Path: chuka.playstation.co.uk!news
From: "Martin Keates" <martin@jabadaw.fsnet.co.uk>
Newsgroups: scee.yaroze.freetalk.english
Subject: How the texture cache works
Date: Tue, 27 Mar 2001 22:42:57 +0100
Organization: PlayStation Net Yaroze (SCEE)
Lines: 83
Message-ID: <99r1f2$dkq1@www.netyaroze-europe.com>
NNTP-Posting-Host: modem-136.sodium.dialup.pol.co.uk
X-Priority: 3
X-MSMail-Priority: Normal
X-Newsreader: Microsoft Outlook Express 5.00.2314.1300
X-MimeOLE: Produced By Microsoft MimeOLE V5.00.2314.1300

Hi all,

I've been doing some experimenting to try and figure out the inner
workings of the texture cache (probably other people have done
so before me - is there any documentation on the website about
it at all?).

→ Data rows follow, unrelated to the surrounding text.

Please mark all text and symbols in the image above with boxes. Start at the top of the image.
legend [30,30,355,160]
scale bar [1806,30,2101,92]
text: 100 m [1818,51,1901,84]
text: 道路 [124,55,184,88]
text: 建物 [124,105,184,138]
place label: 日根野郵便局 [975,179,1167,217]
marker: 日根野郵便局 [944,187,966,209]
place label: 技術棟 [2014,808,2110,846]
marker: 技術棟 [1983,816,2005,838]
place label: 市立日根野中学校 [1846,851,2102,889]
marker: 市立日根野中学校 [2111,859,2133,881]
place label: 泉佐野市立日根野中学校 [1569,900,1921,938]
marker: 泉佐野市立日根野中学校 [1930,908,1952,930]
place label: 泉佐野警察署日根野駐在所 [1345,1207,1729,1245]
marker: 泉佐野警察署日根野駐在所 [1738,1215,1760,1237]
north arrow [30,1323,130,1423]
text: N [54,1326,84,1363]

I'm not saying that this is right, just what I've inferred from
my timings and the behaviour I've encountered.

Anyway: the t-cache size is 64x64 pixels for 4-bit, 64x32 for 8-bit
and 32x32 for 16-bit. There ends the documentation that I could
find...

So how does it work? As far as I can tell, each row and column of
the cache keeps track of the texture page offset last used, but they
all work to MOD cache size. So, supposing we are using 8-bit
textures and have a cache size of 64x32 pixels. A 16x16 texture at
(0,0) on a texture page would map to (0,0) on the cache, but so
would a texture at (0,32), (0,64), (64,32), (64,64) etc. etc. so
changing between textures at those points will cause a lot of cache
misses. On the other hand, a texture at say (16, 108) would map to
(16,12) in the cache which isn't a conflict with (0,0) to (15,15) and
so we could alternate two textures with optimal performance.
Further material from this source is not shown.